Trump, Erdogan e os curdos: os novos passos na guerra civil síria
A tensão que era prevista para o encontro entre o presidente Donald J. Trump com seu homólogo turco Recep Tayyip Erdogan não obteve o impacto aguardado por analistas internacionais, devido, em grande parte, ao aprofundamento do escândalo envolvendo o demitido Diretor do Federal Bureau of Investigation, James Comey, que investigava altos funcionários da cúpula da atual administração em atividades consideradas duvidosas com o Governo russo, a incluir o Presidente estadunidense.
Embora haja inconsistências e incertezas no plano interno quanto a governabilidade de Trump para o futuro, o encontro com Erdogan serviu inicialmente para que os dois países voltassem a ter uma aproximação diplomático-estratégica, após a tentativa frustrada de golpe militar, em julho de 2016.
A pauta da reunião bilateral à luz dos acontecimentos recentes envolvendo vários atores na guerra civil síria tinha como objetivo pela via turca evitar o apoio dos EUA aos membros do grupo insurgente moderado Syrian Democratic Forces (SDF, na sigla em inglês), bem como seu braço armado, Syrian Kurds of the People’s Proctection Units (YPG, na sigla turca), que é ligado ao Partido dos Trabalhadores do Curdistão (PKK, na sigla turca), um braço político classificado tanto por turcos como por americanos como organização terrorista e que luta uma insurgência sangrenta com Ancara há, aproximadamente, três décadas.
Como a derrota do autoproclamado Estado Islâmico, ou Islamic State of Iraq and al-Sham (ISIS, na sigla em inglês) é uma promessa de campanha de Trump no âmbito de sua política externa, a estratégia elaborada por seus conselheiros militares e Serviços de Inteligência passa pelo uso de forças mistas de lutadores curdos e árabes com apoio irrestrito do poderio aéreo e artilharia dos EUA nas imediações de Raqqa, capital do autoproclamado Califado Islâmico e último grande reduto insurgente após os embates em Mossul, no Iraque.
Na visão de Ancara, como consequência, o apoio estadunidense à insurgência curda na Turquia poderá ameaçar a integridade territorial do Estado turco, haja vista que o poderio de representação do PKK esteja estimado em 15 milhões de curdos dentro das fronteiras da Turquia, ou seja, um quinto da população.
Nesse sentido, não podendo derrotar militarmente o Partido dos Trabalhadores do Curdistão, o bloqueio contra a união da população curda tem sido a forma mais efetiva neste embate de trinta anos entre os dois povos.
Como alternativa ao impasse geopolítico na Síria, a posição de Ancara privilegia o uso de forças sunitas sírias treinadas pela própria Turquia, como um contraponto ao desejo de Washington de armar insurgentes curdos.

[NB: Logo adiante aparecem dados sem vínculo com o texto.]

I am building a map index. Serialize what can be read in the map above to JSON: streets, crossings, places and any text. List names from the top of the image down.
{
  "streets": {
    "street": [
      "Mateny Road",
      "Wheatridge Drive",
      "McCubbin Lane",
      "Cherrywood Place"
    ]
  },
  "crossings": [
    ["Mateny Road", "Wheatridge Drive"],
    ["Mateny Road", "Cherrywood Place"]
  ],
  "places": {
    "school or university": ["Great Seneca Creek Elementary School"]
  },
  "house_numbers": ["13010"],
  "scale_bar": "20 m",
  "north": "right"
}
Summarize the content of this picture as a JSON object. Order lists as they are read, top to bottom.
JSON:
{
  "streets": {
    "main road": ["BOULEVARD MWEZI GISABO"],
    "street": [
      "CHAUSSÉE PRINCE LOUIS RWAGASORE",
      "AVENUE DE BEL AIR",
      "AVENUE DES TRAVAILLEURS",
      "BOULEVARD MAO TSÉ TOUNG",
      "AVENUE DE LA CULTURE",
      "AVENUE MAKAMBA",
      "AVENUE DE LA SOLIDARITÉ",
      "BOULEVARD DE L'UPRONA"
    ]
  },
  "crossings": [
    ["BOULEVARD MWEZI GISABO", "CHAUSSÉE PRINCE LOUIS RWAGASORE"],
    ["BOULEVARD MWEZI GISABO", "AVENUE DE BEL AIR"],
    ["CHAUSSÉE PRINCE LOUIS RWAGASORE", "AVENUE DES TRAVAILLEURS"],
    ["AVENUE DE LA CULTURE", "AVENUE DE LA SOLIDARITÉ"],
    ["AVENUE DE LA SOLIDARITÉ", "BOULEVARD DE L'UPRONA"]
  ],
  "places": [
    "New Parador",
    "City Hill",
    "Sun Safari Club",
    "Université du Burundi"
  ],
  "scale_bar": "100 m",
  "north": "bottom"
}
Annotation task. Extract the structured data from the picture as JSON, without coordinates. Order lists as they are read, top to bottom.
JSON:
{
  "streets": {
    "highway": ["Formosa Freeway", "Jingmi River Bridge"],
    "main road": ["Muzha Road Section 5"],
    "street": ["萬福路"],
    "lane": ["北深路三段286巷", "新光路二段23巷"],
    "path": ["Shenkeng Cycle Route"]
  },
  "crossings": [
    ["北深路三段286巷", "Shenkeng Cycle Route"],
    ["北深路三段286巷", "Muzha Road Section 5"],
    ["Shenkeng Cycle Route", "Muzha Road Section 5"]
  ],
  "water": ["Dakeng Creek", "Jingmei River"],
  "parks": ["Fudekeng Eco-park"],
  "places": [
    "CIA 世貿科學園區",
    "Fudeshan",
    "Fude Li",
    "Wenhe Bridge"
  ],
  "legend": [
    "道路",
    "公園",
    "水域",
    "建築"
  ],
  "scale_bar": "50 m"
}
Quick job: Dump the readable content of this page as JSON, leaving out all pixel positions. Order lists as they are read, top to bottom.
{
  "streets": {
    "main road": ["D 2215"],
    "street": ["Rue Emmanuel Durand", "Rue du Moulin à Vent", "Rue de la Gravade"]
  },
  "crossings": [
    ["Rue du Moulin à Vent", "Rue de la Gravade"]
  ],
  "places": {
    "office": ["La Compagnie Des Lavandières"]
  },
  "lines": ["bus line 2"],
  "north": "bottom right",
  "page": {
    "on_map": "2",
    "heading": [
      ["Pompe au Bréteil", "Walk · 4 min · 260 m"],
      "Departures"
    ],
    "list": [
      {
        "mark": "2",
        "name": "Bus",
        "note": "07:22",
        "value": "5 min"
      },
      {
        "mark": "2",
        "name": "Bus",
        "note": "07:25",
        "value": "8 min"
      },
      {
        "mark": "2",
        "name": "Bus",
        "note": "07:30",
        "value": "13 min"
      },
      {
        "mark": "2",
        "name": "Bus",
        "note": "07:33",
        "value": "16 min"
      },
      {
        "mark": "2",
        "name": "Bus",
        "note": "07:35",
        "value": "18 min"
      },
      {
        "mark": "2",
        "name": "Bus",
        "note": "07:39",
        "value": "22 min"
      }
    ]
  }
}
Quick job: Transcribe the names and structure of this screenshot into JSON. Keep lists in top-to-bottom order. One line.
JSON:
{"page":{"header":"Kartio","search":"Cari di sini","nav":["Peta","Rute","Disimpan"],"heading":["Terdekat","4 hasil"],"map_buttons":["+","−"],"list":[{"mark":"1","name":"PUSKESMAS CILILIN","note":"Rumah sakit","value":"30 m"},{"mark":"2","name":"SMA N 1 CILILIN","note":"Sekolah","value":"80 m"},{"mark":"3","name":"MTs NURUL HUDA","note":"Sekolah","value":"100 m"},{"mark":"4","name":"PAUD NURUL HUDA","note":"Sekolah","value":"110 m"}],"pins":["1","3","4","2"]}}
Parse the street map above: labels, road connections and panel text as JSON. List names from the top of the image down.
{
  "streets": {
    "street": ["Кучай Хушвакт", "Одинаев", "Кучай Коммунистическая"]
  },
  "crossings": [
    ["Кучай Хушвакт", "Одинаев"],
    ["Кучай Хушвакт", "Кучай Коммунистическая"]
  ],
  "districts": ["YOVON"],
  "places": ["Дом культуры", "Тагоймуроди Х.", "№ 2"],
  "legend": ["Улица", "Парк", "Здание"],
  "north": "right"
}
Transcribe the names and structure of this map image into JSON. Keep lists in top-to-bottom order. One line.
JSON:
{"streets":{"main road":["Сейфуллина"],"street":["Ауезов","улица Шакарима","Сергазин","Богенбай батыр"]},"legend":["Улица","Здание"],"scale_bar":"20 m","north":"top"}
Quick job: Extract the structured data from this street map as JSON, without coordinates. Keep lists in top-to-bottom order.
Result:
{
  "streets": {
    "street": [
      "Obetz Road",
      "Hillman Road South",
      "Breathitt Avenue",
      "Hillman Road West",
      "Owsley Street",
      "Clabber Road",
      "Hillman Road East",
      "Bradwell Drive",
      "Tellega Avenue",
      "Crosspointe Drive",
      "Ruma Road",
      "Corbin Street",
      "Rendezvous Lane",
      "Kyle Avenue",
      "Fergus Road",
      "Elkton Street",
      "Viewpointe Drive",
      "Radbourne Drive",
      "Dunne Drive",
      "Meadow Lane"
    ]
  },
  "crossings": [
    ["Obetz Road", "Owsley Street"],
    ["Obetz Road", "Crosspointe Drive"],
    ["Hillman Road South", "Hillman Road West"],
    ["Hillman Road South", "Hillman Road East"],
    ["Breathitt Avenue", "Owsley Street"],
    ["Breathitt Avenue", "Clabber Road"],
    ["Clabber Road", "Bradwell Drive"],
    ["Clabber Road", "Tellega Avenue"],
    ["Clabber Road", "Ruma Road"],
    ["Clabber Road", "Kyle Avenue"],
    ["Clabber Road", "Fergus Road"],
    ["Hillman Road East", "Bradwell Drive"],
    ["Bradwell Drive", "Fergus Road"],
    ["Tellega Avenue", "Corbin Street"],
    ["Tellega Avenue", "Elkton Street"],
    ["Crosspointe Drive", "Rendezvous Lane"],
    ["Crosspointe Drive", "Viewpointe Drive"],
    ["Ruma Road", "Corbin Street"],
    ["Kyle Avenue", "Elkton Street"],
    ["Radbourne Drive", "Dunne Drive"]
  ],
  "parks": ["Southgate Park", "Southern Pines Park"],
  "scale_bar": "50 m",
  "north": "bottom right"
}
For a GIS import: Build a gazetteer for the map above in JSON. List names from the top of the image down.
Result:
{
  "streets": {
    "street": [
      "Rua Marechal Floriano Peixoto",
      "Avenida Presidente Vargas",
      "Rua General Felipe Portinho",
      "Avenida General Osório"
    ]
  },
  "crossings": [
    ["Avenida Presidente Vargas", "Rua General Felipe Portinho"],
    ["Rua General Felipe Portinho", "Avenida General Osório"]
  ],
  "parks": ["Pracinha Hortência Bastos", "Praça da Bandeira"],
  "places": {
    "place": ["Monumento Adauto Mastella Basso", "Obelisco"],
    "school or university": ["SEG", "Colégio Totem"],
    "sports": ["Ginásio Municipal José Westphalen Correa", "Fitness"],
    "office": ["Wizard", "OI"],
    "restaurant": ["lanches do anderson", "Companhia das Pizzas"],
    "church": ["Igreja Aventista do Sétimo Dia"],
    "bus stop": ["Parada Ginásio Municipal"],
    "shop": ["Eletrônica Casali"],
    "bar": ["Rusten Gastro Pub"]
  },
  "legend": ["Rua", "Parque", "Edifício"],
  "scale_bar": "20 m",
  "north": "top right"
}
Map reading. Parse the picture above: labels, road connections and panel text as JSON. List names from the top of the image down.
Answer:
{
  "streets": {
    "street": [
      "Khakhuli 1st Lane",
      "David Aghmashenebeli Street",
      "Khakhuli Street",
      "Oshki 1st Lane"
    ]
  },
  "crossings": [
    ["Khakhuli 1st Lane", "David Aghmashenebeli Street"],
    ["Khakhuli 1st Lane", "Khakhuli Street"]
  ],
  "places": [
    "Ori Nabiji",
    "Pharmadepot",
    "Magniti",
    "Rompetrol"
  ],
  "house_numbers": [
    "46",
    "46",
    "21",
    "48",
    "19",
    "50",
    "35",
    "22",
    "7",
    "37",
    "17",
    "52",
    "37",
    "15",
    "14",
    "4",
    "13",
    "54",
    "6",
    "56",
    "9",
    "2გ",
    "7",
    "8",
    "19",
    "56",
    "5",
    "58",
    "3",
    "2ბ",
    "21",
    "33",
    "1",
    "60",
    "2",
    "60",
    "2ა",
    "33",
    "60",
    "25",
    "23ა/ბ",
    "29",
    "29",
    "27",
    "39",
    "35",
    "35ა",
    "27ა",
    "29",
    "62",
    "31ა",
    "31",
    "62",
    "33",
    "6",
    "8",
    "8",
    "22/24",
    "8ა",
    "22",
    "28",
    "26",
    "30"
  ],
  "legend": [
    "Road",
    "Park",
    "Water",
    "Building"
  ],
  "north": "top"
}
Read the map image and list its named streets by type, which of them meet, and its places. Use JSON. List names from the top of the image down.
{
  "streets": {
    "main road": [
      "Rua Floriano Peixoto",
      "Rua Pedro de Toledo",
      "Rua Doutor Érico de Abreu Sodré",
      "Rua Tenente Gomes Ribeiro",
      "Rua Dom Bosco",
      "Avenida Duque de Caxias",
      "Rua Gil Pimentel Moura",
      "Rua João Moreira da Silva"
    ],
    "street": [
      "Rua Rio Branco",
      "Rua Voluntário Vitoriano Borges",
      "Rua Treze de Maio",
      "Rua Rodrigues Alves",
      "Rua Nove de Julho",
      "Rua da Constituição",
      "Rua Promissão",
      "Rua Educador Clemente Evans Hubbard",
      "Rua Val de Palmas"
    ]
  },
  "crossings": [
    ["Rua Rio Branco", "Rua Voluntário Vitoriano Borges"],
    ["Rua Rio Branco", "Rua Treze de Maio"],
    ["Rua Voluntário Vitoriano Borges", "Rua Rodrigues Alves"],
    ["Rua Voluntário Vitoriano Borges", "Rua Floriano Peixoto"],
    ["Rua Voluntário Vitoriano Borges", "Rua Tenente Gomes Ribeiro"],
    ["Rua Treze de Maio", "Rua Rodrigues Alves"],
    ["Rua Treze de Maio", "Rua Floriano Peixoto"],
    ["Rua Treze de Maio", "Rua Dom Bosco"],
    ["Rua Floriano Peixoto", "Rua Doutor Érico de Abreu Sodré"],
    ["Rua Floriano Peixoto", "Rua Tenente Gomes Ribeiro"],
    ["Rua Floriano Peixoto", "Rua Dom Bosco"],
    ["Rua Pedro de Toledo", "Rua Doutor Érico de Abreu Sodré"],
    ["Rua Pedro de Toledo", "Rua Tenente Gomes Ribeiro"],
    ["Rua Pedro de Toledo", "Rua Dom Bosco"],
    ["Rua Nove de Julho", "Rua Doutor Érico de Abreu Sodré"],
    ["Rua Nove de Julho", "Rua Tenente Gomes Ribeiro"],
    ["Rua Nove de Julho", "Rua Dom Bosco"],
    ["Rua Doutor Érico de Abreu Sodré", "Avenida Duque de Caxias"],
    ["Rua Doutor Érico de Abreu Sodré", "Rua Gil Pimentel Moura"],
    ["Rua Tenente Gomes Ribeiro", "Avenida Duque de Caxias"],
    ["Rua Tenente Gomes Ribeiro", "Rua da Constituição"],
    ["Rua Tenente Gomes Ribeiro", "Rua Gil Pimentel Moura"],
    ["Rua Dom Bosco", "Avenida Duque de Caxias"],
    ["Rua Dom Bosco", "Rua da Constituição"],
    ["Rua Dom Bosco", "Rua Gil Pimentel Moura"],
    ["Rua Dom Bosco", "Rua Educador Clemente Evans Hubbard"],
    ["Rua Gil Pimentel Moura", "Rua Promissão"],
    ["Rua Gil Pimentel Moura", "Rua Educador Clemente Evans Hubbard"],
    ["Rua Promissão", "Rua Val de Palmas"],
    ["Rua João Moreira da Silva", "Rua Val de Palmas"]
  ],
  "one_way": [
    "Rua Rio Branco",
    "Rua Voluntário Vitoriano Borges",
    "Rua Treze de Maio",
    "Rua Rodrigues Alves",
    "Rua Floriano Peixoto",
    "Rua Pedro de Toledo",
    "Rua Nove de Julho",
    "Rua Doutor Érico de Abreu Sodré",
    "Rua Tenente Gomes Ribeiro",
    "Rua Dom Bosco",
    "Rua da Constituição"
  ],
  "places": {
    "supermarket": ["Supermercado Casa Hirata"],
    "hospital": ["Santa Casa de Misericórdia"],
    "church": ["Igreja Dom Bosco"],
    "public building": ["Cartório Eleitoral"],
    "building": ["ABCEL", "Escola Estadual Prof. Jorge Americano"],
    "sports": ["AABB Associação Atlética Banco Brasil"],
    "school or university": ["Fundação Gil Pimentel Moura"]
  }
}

No cenário desenvolvido por Erdogan, essa iniciativa possivelmente evitaria que o Partido de União Democrática (PYD, na sigla em turco) formasse um Estado contíguo ao longo da fronteira sul da Turquia, o que aumentaria drasticamente o alcance do PKK, pressionando as forças turcas a lidar simultaneamente com a insurgência do PKK dentro do país e no Estado aliado ao sul.
No âmbito conjuntural de Washington, o panorama traçado pela administração Trump está restrito inicialmente apenas à derrocada do Estado Islâmico e, ao ignorar os anseios de Teerã ao protagonismo da ordem regional, cria-se a possibilidade de um cenário de instabilidade interna na Turquia, ao inserir o Irã como aliado do PKK/PYD.
De acordo com especialistas em Relações Internacionais consultados, seria difícil, mesmo com o reconhecimento do papel do Irã nas instabilidades do Oriente Médio, que os EUA adotassem uma estratégia para contê-lo, pois a preferência é pela campanha militar contra o Estado Islâmico, uma promessa de campanha, classificada como “boa guerra”, com apoio popular, baixa possibilidade de tropas norte-americanas em solo e vitória à vista, algo que condiciona a estratégia de Trump dando a esse foco prioridade incontestada para suas ambições políticas e sobrevida na Casa Branca.
Um fato crítico a essa iniciativa, em complemento ao posicionamento estadunidense, está atrelado a baixa possibilidade do Estado Islâmico em transformar a ordem do Oriente Médio. Em contrapartida, Irã e seus aliados tem essa prerrogativa. Sendo assim, Washington pode estar concentrando sua política externa para o Oriente Médio em vitórias de bom senso tático, mas ignorando os preceitos políticos e arriscando perdas no longo prazo.